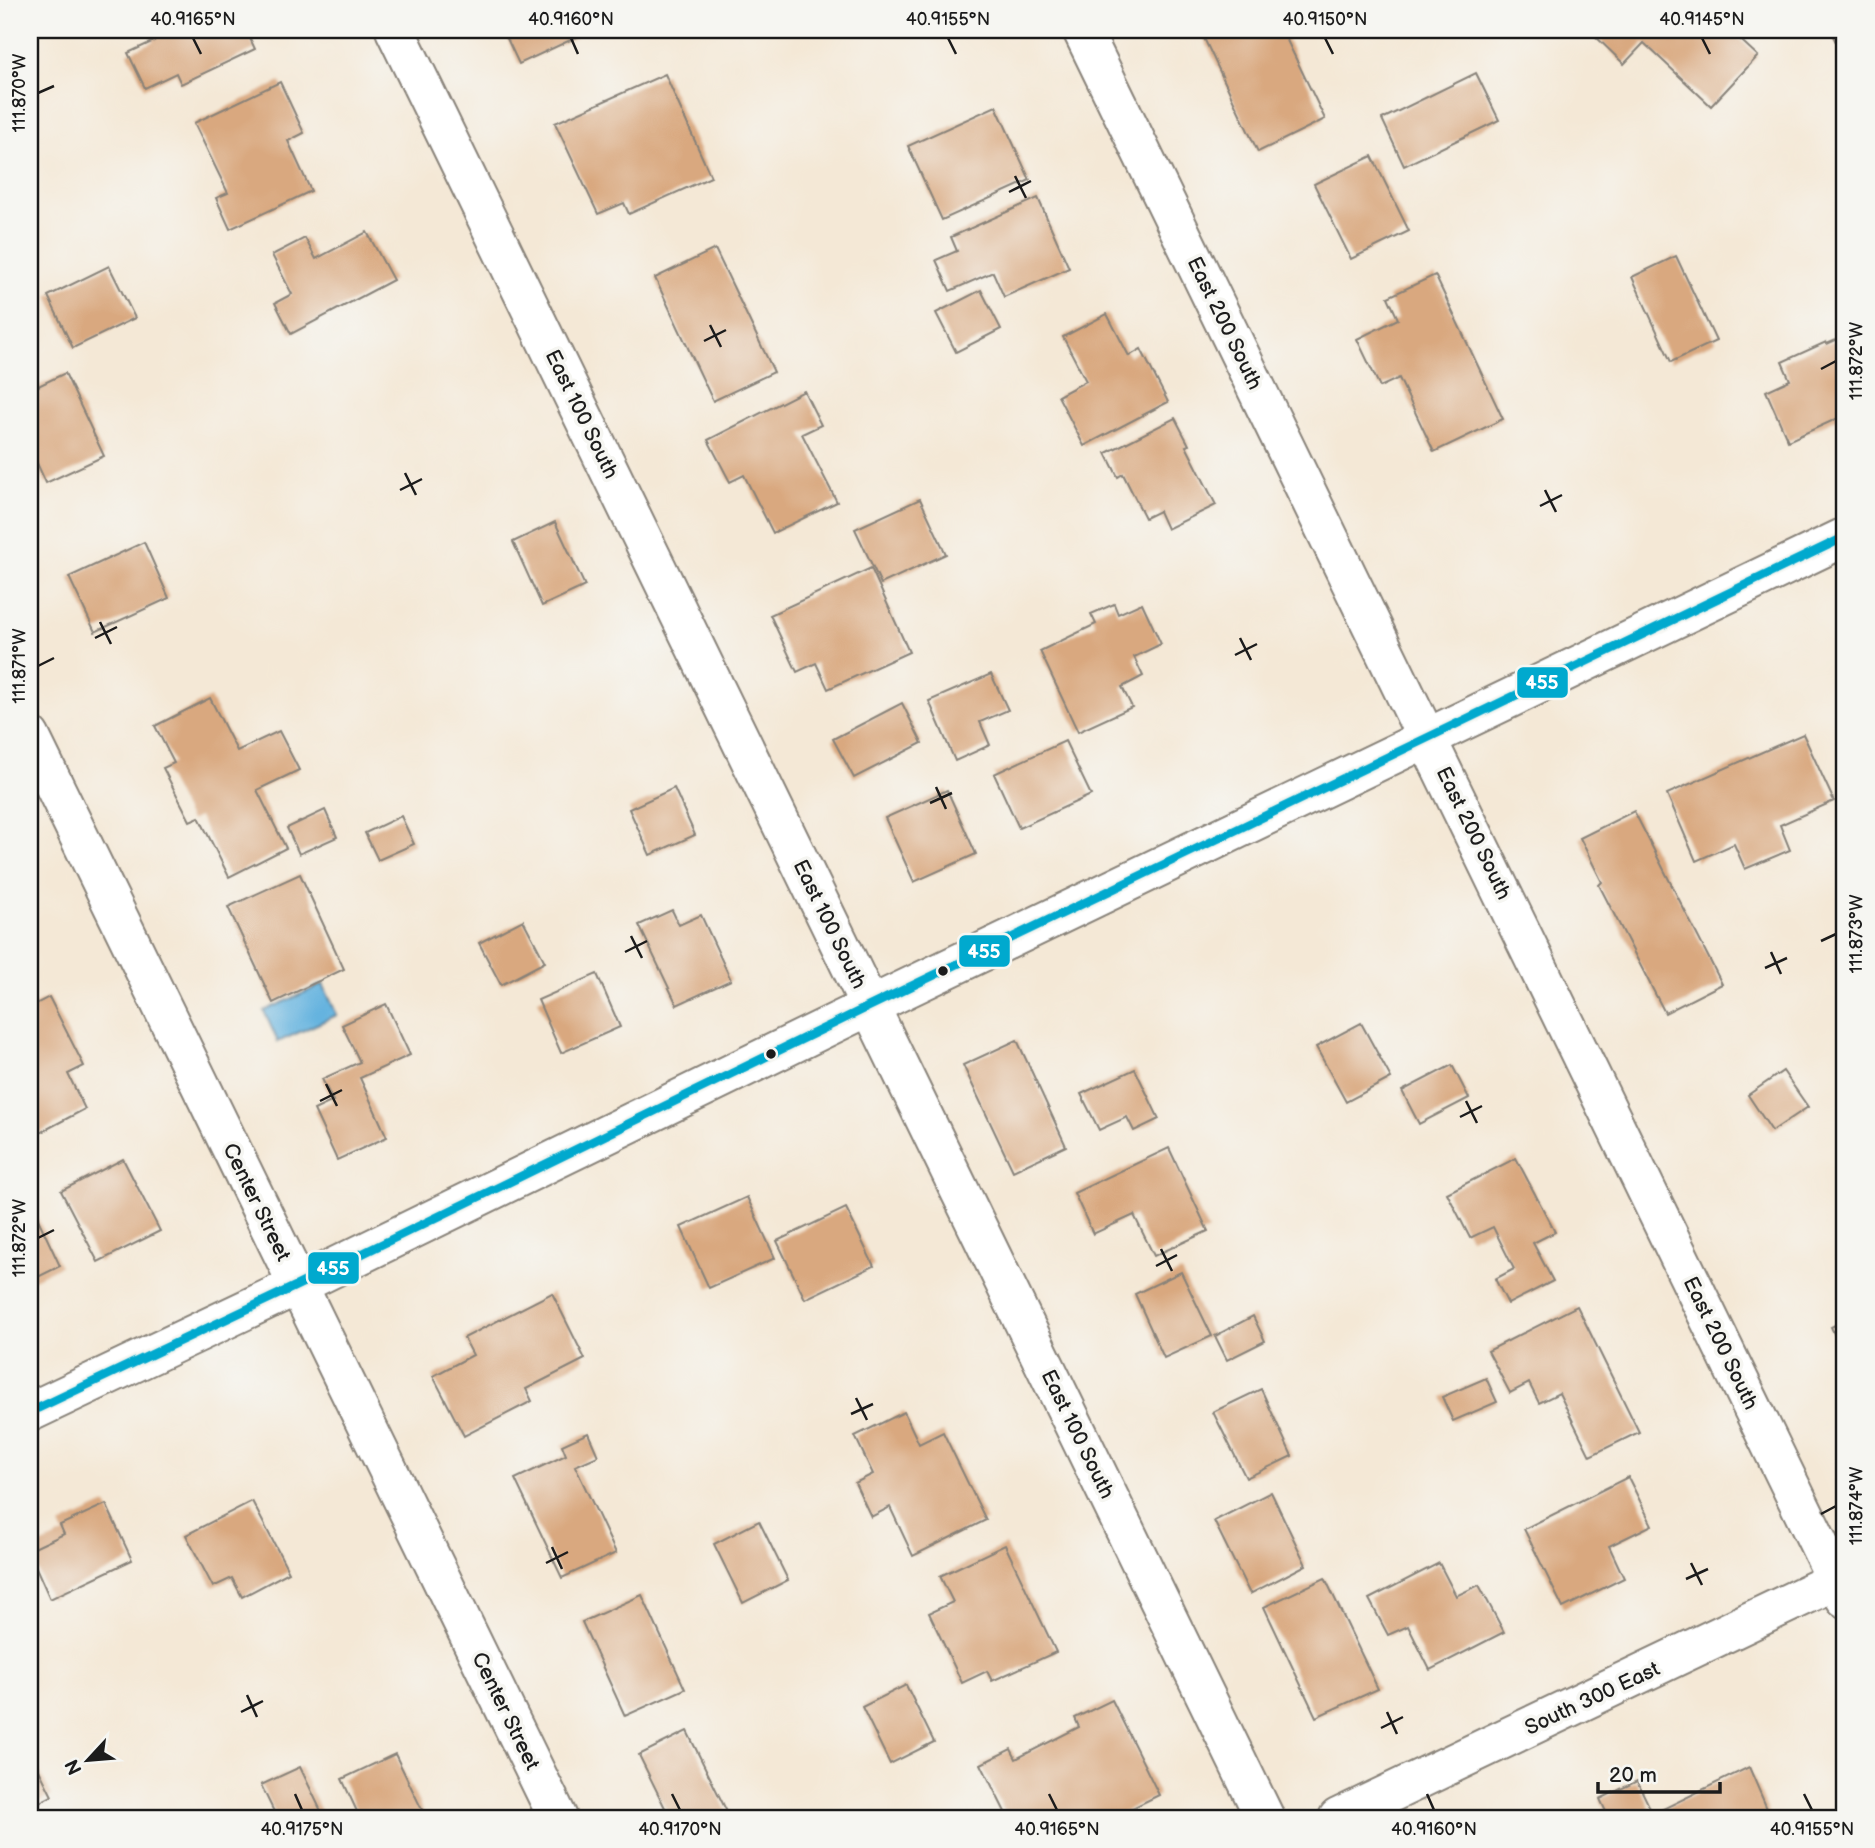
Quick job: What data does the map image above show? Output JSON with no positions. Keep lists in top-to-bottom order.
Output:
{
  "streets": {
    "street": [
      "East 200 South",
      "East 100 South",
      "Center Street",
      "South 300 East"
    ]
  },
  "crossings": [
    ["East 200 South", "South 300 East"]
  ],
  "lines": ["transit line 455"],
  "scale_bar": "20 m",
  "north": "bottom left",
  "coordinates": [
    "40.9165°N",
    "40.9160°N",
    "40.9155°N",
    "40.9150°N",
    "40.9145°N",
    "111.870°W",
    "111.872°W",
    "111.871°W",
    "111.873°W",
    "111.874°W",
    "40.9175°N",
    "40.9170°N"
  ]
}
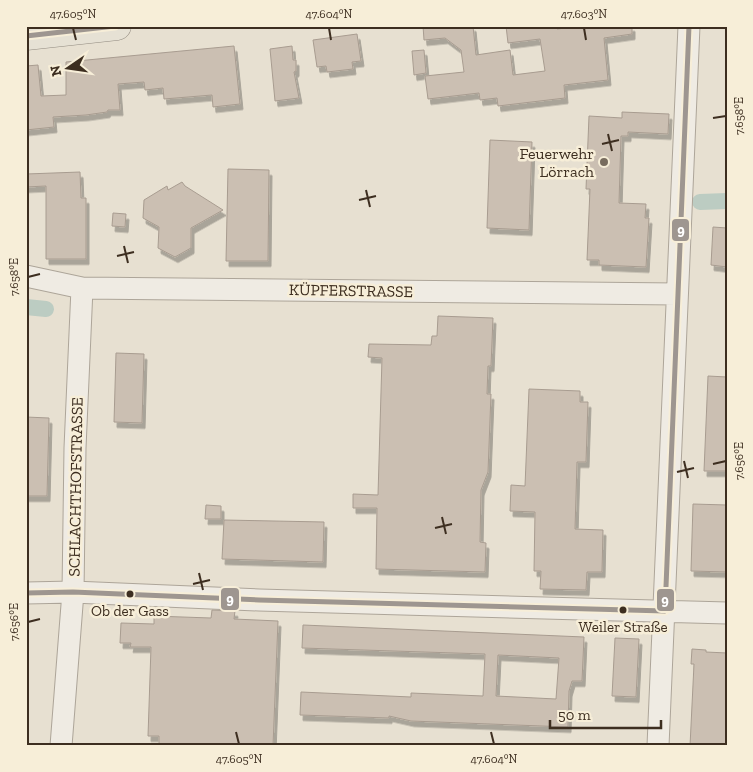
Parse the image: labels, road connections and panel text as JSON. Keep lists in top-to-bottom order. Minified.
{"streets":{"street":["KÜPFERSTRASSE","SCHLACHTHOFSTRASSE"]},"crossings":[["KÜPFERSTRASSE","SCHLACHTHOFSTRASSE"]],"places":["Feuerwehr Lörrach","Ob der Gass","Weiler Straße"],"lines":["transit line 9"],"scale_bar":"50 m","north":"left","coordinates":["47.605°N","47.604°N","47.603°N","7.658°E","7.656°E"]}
◇ ◇ ◇
→ EXERCISE REQUIREMENTS
The records, exactly as written but without images, should be returned.

→ ANSWER TO THIS EXERCISE
Quick job: What data does the map image above show? Output JSON with no positions. Keep lists in top-to-bottom order.
Output:
{
  "streets": {
    "street": [
      "East 200 South",
      "East 100 South",
      "Center Street",
      "South 300 East"
    ]
  },
  "crossings": [
    ["East 200 South", "South 300 East"]
  ],
  "lines": ["transit line 455"],
  "scale_bar": "20 m",
  "north": "bottom left",
  "coordinates": [
    "40.9165°N",
    "40.9160°N",
    "40.9155°N",
    "40.9150°N",
    "40.9145°N",
    "111.870°W",
    "111.872°W",
    "111.871°W",
    "111.873°W",
    "111.874°W",
    "40.9175°N",
    "40.9170°N"
  ]
}
Parse the image: labels, road connections and panel text as JSON. Keep lists in top-to-bottom order. Minified.
{"streets":{"street":["KÜPFERSTRASSE","SCHLACHTHOFSTRASSE"]},"crossings":[["KÜPFERSTRASSE","SCHLACHTHOFSTRASSE"]],"places":["Feuerwehr Lörrach","Ob der Gass","Weiler Straße"],"lines":["transit line 9"],"scale_bar":"50 m","north":"left","coordinates":["47.605°N","47.604°N","47.603°N","7.658°E","7.656°E"]}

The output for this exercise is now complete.